To develop the GK type test statistic, we only adopt the structure of the Gaussian kernel estimator for the interval-valued data proposed in Jeon et al. (2015) and define the test statistic \(T_{\scriptscriptstyle M}^{GK}\) based on the GK estimator as the maximal distance between \({\hat{F}}_{M,m}^{GK}(t;h)\) and \({\hat{G}}_{M,n}^{GK}(t;h)\) with respect to t for the given common bandwidth h that maximizes \(\sup _t | {\hat{F}}_{M,m}^{GK}(t;h) - {\hat{G}}_{M,n}^{GK}(t;h)|\), where \({\hat{F}}_{M,m}^{GK}(\cdot ;h)\) and \({\hat{G}}_{M,n}^{UK}(\cdot ;h)\) are the GK estimators of the marginal cumulative distribution functions \(F_M\) and \(G_M\) for a given common bandwidth h based on \((\mathbf{X}_1\),..., \(\mathbf{X}_m)\), and \((\mathbf{Y}_1,\ldots , \mathbf{Y}_n)\), respectively. The estimator \({\hat{F}}_{M,m}^{GK}(\cdot ;h)\) of \(F_M\) is obtained by the estimated density function \({\hat{f}}_m^{GK}(\cdot ;h)\) as follows:

$$\begin{aligned} {\hat{F}}^{GK}_{M,m}(t;h) = \int _{-\infty }^{t} {\hat{f}}_m^{GK}(x;h) ~dx = \frac{1}{m} \sum _{i=1}^{n} \varPhi (t|{\hat{\mu }}_i(h), {\hat{\sigma }}_i(h)), \end{aligned}$$

where \(\varPhi (t | {\hat{\mu }}_i(h), {\hat{\sigma }}_i(h))\) is the cumulative distribution function of the normal distribution with mean \({\hat{\mu }}_i(h)\) and variance \({\hat{\sigma }}_i^2(h)\). To be specific, we first choose the common bandwidth \(h_{\max }\) such that

$$\begin{aligned} h_{\max } = \text {argmax}_{h} \sup _{t \in {\mathcal {R}}}|{\widehat{F}}_{{\scriptscriptstyle \mathrm M}, m}^h(t)-{\widehat{G}}_{{\scriptscriptstyle \mathrm M}, n}^h(t)|. \end{aligned}$$

Therefore, the test statistic \(T_{\scriptscriptstyle \mathrm M}^{GK}\) for the GK type is defined as follows:

$$\begin{aligned} T_{\scriptscriptstyle \mathrm M}^{GK}= \left( \frac{mn}{m+n} \right) ^{1/2} \sup _{t \in {\mathbb {R}}} |{\widehat{F}}_{{\scriptscriptstyle \mathrm M}, m}^{GK} (t;h_{\max })-{\widehat{G}}_{{\scriptscriptstyle \mathrm M}, n}^{GK} (t;h_{\max })|. \end{aligned}$$
(4)

Note that we propose the GK type test with the bandwidth \(h_{\max }\) since the GK type test with the proposed bandwidth \(h_{\max }\) has similar powers for center change and larger powers for range change than the GK type test with the bandwidth selection by Jeon et al. (2015) in our numerical study (see Appendix 2). However, it is worth noting that the proposed bandwidth \(h_{\max }\) does not guarantee the better performance for density estimation compared to the bandwidth selection by Jeon et al. (2015). In addition, the common bandwidth selection for the GK type test statistic does not need the calculation of the cross-validated Kulback–Leibler loss as applied in Jeon et al. (2015) and hence we can considerably reduce the computational cost in the evaluation of p value by the permutation procedure while we need to choose the optimal bandwidth h for every permutation if the test statistic is defined by the optimal bandwidth chosen by the cross-validation.

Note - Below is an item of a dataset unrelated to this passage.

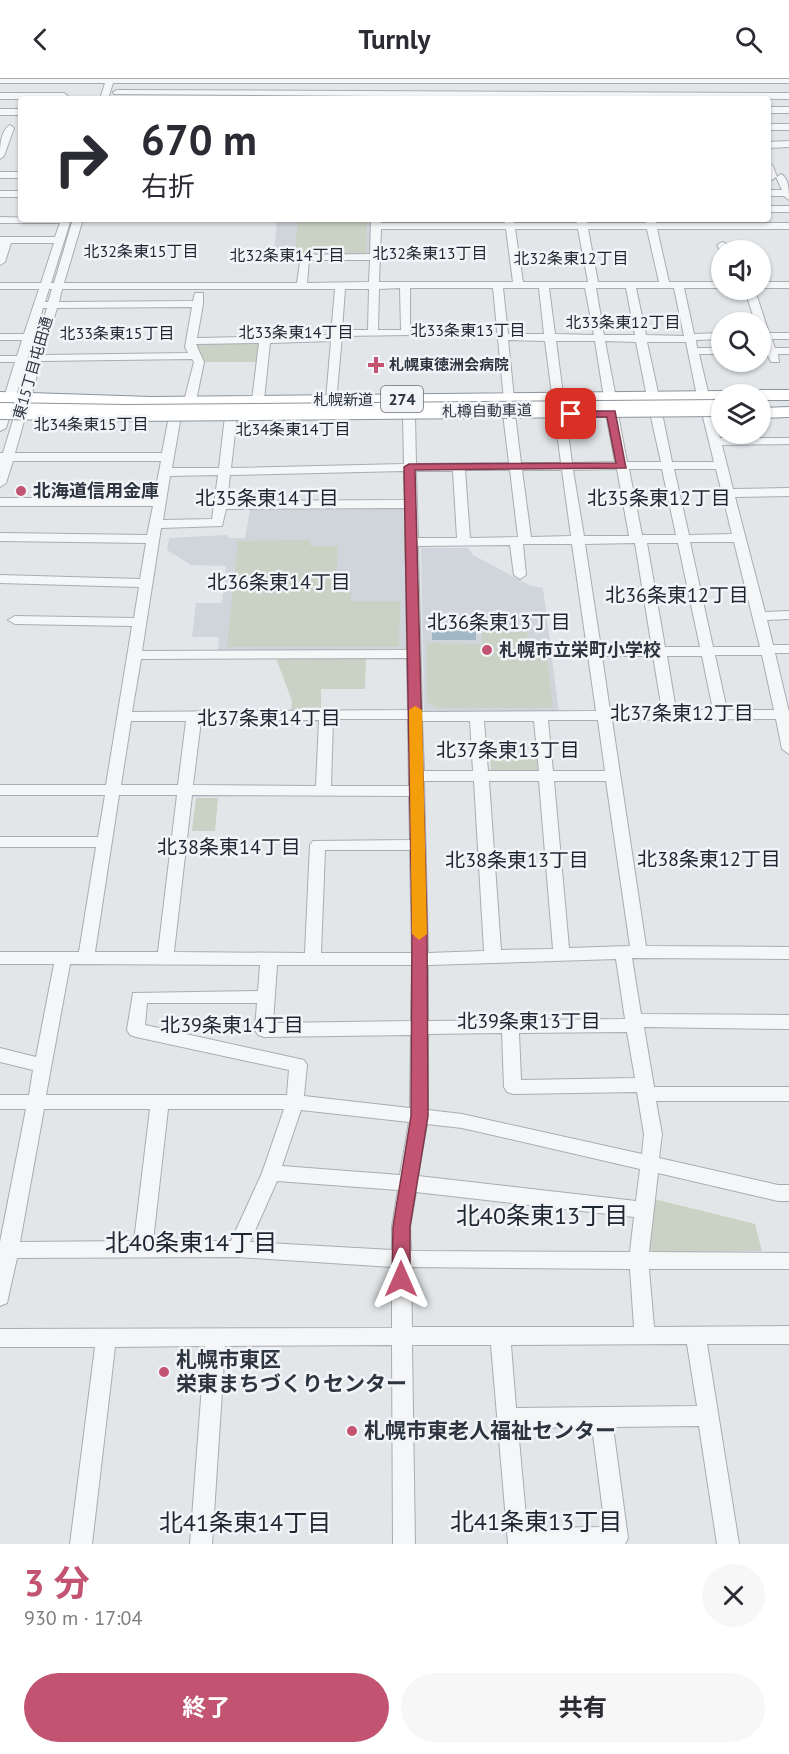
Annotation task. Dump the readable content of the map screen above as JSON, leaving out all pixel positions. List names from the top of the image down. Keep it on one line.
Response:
{"streets":{"highway":["274","札幌新道","札樽自動車道"],"street":["東15丁目屯田通"]},"crossings":[["東15丁目屯田通","札幌新道"],["東15丁目屯田通","札樽自動車道"],["札幌新道","札樽自動車道"]],"districts":["北32条東15丁目","北32条東13丁目","北32条東14丁目","北32条東12丁目","北33条東12丁目","北33条東13丁目","北33条東14丁目","北33条東15丁目","北34条東15丁目","北34条東14丁目","北35条東14丁目","北35条東12丁目","北36条東14丁目","北36条東12丁目","北36条東13丁目","北37条東12丁目","北37条東14丁目","北37条東13丁目","北38条東14丁目","北38条東12丁目","北38条東13丁目","北39条東13丁目","北39条東14丁目","北40条東13丁目","北40条東14丁目","北41条東13丁目","北41条東14丁目"],"places":{"health":["札幌東徳洲会病院"],"other":["北海道信用金庫","札幌市立栄町小学校","札幌市東区 栄東まちづくりセンター","札幌市東老人福祉センター"]},"page":{"header":"Turnly","turn":["670 m","右折"],"heading":["3 分","930 m · 17:04"],"buttons":["終了","共有"]}}
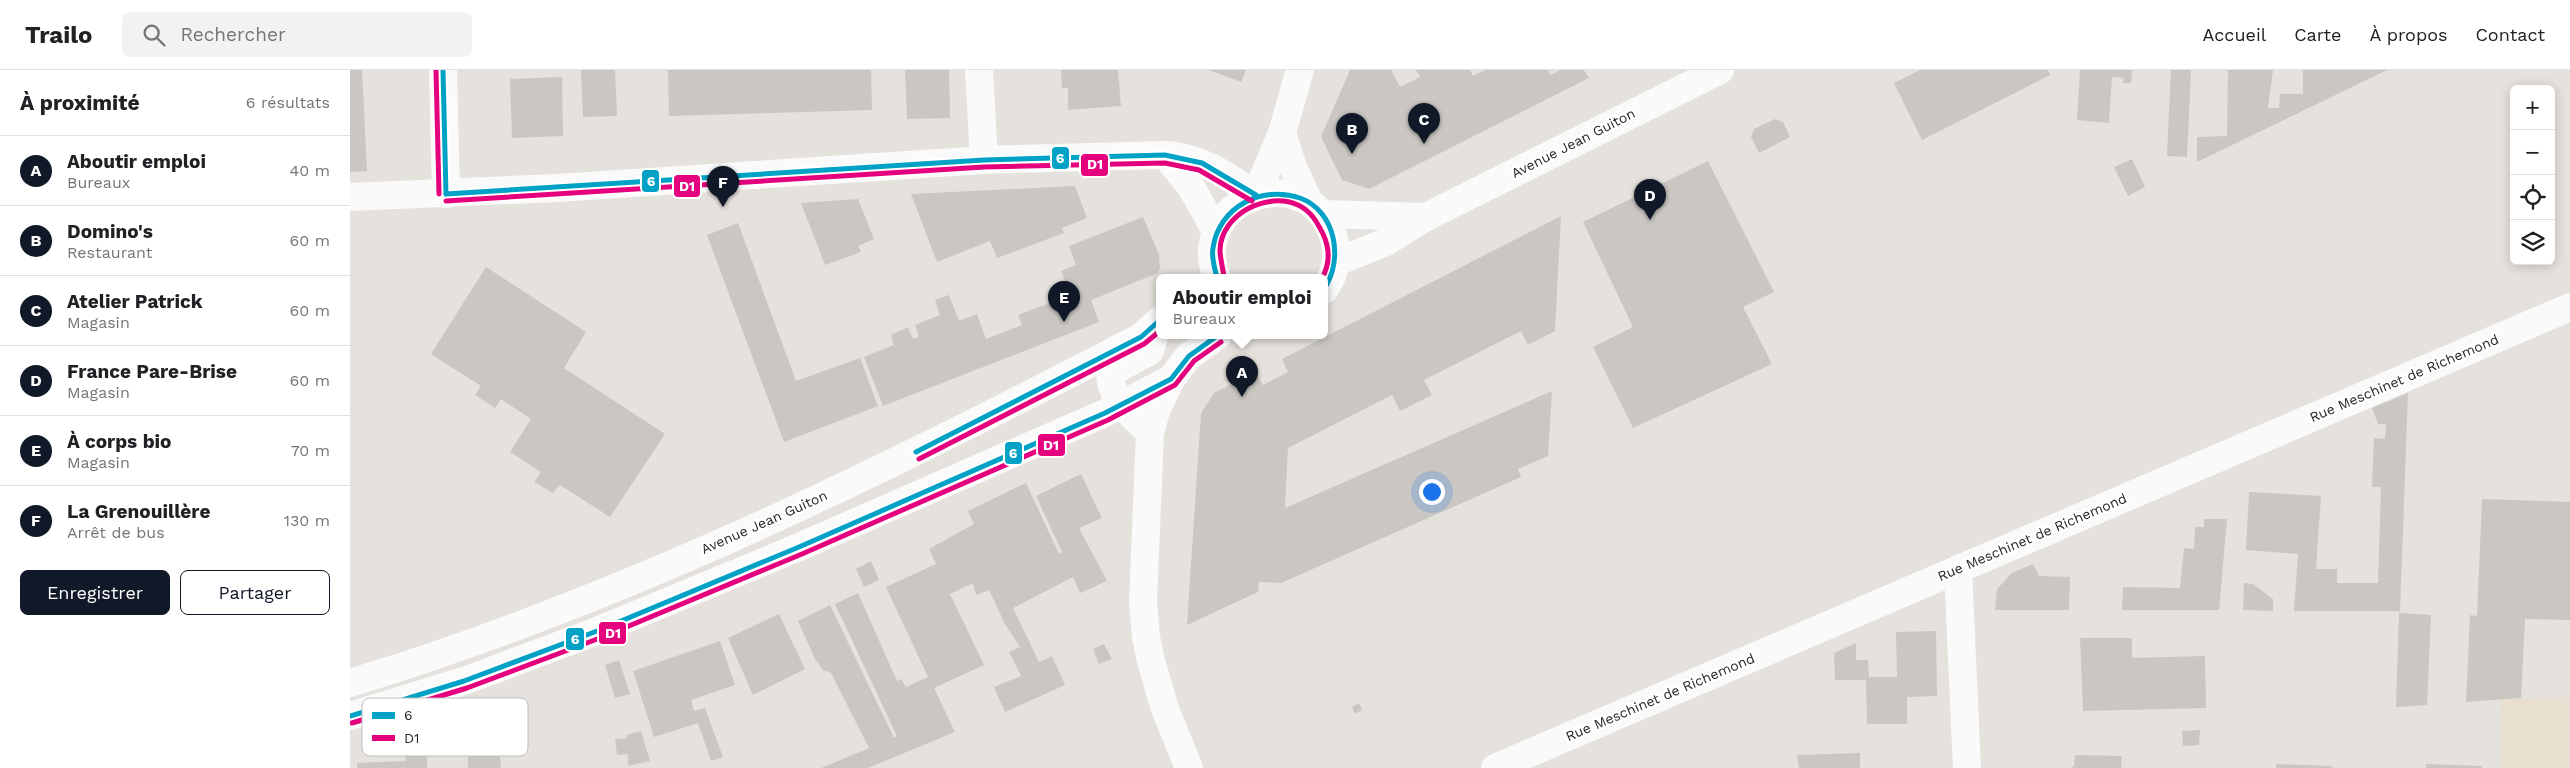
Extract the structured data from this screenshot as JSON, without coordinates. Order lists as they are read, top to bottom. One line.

2.3.3 Permutation procedure to approximate the null distribution

We use the permutation method to estimate the sampling distribution of the test statistic (3) under the null \({\mathcal {H}}_0\). The permutation procedure is straightforward and briefly described as follows. For the b-th permutation, we combine all the \(m+n\) observations from both groups together, and then randomly take m observations without replacement. This sample constitutes the first group and the remaining n observations are set as the second group. We compute the test statistic \(t_{{\scriptscriptstyle \mathrm M}, b}\) as in (3) using these permuted samples and repeat this procedure B many times. The permutation distribution for the test statistic \(T_{\scriptscriptstyle \mathrm M}\) is given by the empirical distribution of \(t_{{\scriptscriptstyle \mathrm M},1}, \ldots ,t_{{\scriptscriptstyle \mathrm M},{\scriptscriptstyle \mathrm B}}\). Now, let \(t_{\scriptscriptstyle \mathrm M}^\mathrm{obs}\) be the observed test statistic from the original two samples. The p value for hypothesis \({\mathcal {H}}_0\) based on permutation is

$$\begin{aligned} p = \frac{\sum _{b=1}^B \mathrm{I}( t_{{\scriptscriptstyle \mathrm M}, b} \ge t_{\scriptscriptstyle \mathrm M}^\mathrm{obs})}{B}. \end{aligned}$$

In the numerical study, since we know the underlying distribution such as normal or t distribution, the reference distribution can be better approximated by generating random samples from the known distribution under the null rather than permuting observed samples.

3 Numerical study

In this section, we compare the finite-sample performance of the four methods described in the previous section. We generate interval variable by generating a bivariate real-valued random variable \((C, \log R)\) under various situations. Each situation depends on different factor(s) to induce difference between two populations, where the magnitude of difference is controlled by \(\delta =0, 0.5, 1, 1.5\). By the setting, the null hypothesis is expressed as \({\mathcal {H}}_0: \delta = 0\) for all four tests. Thus, when \(\delta =0\), we examine the size of each test, while for \(\delta >0\), we assess the power of competing tests. For the sample size, we consider following 4 cases: \((m, n)=(30, 30), ~(30, 120), ~(50, 50), ~(50, 200)\). To investigate the effect of correlation between the center and range, we use three values for a correlation parameter \(\rho =(0,~0.4, ~0.8)\). All other settings we consider for the study are summarized in Table 1. Generative models of each simulation are given in the beginning of each subsection.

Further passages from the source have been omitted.